Figure 1

Knock-down of PiT1 in MC3T3-E1 cells decreases overall proliferation and cell density. A and B) qRT-PCR analyses. MC3T3-E1-PiT1shRNA (PiT1shRNA) and MC3T3-E1-LMP (Control) cells were seeded at 20,000 cells/cm² and after 2 days in culture, the mPiT1 (A) and mPiT2 (B) mRNA levels were analyzed by qRT-PCR. Each column represents cell lysates from three wells and triplicate qRT-PCR analyses of each cell lysate. The mPiT1 and mPiT2 mRNA levels are standardized to B2M mRNA levels. Data are means ± standard deviation (SD).*indicates statistically significantly different from control cells, p < 0.05. C) P_i-transport assay. MC3T3-E1-PiT1shRNA (PiT1shRNA) and MC3T3-E1-LMP (Control) cells were seeded at 50,000 cells/cm² in 4-well plates.
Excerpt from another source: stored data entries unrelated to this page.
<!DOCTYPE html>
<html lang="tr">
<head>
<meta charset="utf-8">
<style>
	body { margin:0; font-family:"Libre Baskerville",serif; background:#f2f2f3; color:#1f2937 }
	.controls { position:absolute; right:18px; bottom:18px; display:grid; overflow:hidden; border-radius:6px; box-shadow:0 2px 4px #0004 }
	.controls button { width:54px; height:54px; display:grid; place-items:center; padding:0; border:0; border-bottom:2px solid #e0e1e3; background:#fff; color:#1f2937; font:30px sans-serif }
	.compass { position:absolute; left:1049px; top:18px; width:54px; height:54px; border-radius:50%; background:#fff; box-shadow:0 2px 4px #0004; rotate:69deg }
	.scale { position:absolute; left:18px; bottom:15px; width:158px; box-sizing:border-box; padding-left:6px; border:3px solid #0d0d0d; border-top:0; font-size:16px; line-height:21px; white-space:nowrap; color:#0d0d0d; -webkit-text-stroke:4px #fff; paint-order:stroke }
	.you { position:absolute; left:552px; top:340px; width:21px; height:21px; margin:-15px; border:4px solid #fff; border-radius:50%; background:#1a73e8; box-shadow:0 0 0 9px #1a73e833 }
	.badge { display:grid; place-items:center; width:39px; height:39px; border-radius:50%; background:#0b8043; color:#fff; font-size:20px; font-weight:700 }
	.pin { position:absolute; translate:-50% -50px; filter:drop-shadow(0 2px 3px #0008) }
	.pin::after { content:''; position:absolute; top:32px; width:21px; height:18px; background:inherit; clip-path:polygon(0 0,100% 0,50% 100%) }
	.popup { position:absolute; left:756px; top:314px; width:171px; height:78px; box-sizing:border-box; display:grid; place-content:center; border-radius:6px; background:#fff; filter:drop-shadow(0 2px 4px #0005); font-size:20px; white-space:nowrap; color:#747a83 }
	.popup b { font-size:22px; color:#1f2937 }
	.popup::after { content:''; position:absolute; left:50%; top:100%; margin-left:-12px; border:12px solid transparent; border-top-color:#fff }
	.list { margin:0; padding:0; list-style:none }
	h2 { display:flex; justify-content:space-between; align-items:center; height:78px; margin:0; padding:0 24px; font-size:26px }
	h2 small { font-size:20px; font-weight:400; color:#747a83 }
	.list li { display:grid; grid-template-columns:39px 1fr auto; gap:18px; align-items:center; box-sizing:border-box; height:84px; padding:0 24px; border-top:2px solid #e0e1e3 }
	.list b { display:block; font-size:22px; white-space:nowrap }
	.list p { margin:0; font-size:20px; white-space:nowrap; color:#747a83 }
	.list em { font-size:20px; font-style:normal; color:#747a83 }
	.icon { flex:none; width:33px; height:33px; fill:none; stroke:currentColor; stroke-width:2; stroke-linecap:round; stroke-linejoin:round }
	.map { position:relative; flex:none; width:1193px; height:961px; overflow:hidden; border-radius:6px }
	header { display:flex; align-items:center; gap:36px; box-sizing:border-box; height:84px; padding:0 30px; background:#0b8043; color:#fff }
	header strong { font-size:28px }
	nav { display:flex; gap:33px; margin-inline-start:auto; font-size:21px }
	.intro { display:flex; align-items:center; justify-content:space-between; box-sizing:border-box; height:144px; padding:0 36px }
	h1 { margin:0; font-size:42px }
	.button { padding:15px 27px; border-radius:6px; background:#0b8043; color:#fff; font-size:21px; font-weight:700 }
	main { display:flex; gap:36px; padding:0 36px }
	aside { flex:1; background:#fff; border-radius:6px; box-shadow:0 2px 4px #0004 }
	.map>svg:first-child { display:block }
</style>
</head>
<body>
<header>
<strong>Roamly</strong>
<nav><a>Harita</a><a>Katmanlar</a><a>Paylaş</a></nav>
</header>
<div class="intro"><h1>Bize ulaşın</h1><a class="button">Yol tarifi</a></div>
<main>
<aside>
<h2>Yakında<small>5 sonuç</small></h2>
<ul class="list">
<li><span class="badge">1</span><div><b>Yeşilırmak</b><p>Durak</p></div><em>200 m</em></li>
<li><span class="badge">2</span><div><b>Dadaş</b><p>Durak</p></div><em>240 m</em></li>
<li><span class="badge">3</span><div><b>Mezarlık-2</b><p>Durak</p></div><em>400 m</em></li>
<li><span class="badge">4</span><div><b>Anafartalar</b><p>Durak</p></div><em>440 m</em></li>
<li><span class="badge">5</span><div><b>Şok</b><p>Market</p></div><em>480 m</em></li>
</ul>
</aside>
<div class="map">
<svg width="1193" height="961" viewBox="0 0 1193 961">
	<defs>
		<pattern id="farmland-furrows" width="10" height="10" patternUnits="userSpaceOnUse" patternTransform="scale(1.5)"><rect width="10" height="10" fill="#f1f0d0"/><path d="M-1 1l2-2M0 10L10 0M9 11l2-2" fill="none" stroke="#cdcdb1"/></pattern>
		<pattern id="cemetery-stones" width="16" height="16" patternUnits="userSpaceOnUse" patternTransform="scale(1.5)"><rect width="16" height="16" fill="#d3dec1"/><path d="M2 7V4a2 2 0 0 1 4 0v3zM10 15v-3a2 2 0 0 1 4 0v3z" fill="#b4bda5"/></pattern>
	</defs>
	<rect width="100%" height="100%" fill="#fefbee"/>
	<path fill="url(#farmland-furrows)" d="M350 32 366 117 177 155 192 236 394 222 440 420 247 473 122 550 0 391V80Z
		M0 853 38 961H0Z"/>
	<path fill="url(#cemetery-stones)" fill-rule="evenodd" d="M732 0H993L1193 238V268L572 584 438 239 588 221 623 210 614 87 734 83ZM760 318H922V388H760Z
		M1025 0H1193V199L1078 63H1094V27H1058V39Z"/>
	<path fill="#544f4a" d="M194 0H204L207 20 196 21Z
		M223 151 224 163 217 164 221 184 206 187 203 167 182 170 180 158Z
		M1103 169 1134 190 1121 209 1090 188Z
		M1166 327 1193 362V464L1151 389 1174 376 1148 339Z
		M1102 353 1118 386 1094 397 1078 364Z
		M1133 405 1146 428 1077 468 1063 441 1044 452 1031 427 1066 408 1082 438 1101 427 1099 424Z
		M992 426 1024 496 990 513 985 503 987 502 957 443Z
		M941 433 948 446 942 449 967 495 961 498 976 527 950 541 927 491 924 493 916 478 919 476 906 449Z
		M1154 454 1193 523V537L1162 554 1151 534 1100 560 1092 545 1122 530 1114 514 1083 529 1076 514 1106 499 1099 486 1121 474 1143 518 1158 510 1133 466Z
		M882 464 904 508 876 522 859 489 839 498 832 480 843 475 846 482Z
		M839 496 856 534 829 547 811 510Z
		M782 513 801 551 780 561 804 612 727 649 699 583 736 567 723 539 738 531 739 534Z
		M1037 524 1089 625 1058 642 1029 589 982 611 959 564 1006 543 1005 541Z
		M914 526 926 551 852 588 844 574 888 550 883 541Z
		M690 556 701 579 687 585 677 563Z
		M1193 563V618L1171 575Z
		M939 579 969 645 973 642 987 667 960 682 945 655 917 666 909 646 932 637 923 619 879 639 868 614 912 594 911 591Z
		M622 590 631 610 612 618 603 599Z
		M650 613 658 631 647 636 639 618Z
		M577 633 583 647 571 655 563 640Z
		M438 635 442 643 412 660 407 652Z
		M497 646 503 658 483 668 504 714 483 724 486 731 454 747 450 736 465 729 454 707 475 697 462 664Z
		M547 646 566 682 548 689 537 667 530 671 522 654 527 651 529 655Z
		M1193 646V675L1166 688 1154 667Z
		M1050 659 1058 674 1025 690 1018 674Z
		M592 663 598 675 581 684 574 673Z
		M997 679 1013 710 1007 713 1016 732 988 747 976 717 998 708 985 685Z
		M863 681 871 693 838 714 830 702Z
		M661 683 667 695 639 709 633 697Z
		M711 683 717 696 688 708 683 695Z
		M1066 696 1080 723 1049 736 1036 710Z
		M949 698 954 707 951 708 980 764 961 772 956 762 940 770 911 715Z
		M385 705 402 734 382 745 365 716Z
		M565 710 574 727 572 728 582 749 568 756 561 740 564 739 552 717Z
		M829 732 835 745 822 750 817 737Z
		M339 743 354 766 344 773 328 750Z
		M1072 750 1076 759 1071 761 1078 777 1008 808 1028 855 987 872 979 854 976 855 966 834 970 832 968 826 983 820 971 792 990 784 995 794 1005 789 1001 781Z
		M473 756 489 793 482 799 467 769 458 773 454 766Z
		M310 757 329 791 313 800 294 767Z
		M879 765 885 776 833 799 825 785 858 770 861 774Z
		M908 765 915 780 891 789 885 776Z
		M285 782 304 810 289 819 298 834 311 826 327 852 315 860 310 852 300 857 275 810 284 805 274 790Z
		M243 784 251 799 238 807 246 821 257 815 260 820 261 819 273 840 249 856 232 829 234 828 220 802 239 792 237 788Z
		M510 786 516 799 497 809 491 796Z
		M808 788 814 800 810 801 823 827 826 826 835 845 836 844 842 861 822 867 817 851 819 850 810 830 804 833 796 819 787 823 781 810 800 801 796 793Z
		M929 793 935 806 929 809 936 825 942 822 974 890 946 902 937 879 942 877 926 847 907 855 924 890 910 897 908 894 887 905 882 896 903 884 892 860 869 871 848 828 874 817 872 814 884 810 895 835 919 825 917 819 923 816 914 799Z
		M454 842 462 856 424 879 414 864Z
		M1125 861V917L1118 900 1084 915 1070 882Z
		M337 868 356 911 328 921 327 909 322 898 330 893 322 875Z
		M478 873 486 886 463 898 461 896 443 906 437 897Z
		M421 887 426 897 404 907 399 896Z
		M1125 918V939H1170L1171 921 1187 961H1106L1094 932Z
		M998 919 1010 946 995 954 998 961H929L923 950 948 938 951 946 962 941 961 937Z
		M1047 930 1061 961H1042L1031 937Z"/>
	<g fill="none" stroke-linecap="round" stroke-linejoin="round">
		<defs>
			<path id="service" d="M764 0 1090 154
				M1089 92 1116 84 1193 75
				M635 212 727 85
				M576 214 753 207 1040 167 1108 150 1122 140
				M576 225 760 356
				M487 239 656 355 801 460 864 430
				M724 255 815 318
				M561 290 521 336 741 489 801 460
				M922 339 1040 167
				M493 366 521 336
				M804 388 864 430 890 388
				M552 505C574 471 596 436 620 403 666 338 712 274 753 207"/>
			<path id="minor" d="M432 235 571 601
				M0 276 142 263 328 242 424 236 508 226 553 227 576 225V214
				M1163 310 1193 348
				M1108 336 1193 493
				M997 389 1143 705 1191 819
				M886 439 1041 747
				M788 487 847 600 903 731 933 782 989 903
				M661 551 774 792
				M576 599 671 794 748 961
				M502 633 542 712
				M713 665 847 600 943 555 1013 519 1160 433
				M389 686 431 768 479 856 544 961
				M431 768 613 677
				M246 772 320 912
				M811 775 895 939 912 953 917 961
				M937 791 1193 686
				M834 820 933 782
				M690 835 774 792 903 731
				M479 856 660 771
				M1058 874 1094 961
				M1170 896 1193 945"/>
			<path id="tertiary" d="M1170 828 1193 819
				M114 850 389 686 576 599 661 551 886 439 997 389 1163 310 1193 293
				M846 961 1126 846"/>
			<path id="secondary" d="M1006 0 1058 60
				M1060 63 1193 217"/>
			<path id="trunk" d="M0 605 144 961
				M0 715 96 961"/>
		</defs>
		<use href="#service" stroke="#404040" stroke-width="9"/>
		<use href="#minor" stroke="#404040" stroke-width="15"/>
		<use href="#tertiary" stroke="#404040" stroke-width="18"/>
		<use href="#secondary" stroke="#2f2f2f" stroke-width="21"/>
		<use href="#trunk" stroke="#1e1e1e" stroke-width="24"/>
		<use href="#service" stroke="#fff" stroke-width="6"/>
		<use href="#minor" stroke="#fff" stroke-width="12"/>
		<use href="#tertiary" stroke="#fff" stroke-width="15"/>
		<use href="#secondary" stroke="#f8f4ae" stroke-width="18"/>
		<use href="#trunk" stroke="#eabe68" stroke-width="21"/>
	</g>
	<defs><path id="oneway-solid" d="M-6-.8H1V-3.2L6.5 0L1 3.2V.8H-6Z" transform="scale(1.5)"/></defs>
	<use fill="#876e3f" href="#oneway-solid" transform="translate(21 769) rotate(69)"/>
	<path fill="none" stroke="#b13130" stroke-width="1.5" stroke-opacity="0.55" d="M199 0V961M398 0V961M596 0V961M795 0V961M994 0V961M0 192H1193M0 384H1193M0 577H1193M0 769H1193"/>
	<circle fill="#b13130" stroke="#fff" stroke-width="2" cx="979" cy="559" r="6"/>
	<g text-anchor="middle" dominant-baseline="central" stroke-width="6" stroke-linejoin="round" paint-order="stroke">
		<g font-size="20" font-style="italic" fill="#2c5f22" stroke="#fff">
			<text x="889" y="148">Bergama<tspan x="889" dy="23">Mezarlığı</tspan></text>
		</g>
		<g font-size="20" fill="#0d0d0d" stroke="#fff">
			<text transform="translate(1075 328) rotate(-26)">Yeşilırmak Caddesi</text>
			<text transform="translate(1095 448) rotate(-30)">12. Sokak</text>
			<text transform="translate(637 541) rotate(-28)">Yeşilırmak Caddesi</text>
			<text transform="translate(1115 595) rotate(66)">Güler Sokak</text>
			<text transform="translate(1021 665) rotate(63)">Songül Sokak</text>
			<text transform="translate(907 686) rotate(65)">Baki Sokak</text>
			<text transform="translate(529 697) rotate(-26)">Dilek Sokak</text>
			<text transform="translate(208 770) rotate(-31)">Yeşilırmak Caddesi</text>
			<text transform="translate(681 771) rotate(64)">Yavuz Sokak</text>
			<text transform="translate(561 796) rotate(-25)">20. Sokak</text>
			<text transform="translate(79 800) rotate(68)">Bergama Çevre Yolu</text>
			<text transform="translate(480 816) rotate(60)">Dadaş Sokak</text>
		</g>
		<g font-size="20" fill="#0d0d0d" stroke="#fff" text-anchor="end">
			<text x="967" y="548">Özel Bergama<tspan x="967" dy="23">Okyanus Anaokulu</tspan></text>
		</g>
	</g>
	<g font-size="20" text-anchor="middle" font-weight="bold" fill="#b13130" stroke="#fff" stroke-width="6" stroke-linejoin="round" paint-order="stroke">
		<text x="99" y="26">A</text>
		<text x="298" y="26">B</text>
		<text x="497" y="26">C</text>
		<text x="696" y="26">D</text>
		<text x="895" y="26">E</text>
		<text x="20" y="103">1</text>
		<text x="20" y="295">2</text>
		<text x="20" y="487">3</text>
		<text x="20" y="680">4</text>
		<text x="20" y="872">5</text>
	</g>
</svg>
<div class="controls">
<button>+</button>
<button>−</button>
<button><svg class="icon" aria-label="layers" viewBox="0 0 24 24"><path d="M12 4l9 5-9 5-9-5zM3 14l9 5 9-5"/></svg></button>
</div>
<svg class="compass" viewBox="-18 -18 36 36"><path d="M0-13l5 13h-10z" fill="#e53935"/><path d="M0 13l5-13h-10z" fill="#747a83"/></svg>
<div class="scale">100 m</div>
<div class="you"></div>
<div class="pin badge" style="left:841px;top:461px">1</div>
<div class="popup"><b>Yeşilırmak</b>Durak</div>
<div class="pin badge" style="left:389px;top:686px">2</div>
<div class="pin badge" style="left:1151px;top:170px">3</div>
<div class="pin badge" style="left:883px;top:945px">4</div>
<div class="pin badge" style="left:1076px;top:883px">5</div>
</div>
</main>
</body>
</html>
Two days after, ³²P_i import in P_i-free medium (with 5 μM ³²P_i only) was analyzed over 5 minutes. The results are shown as mean ³²P_i import per mg protein per hour of 4 wells ± SD. D) Cell counts. MC3T3-E1-PiT1shRNA (PiT1shRNA) and MC3T3-E1- LMP (Control) cells were seeded at 20,000 cells/cm² in 4-well plates and counted at the indicated days. The results are shown as mean cell number per cm² of 4 wells ± SD.* indicates statistically significantly different from control cells at the same day, p < 0.05.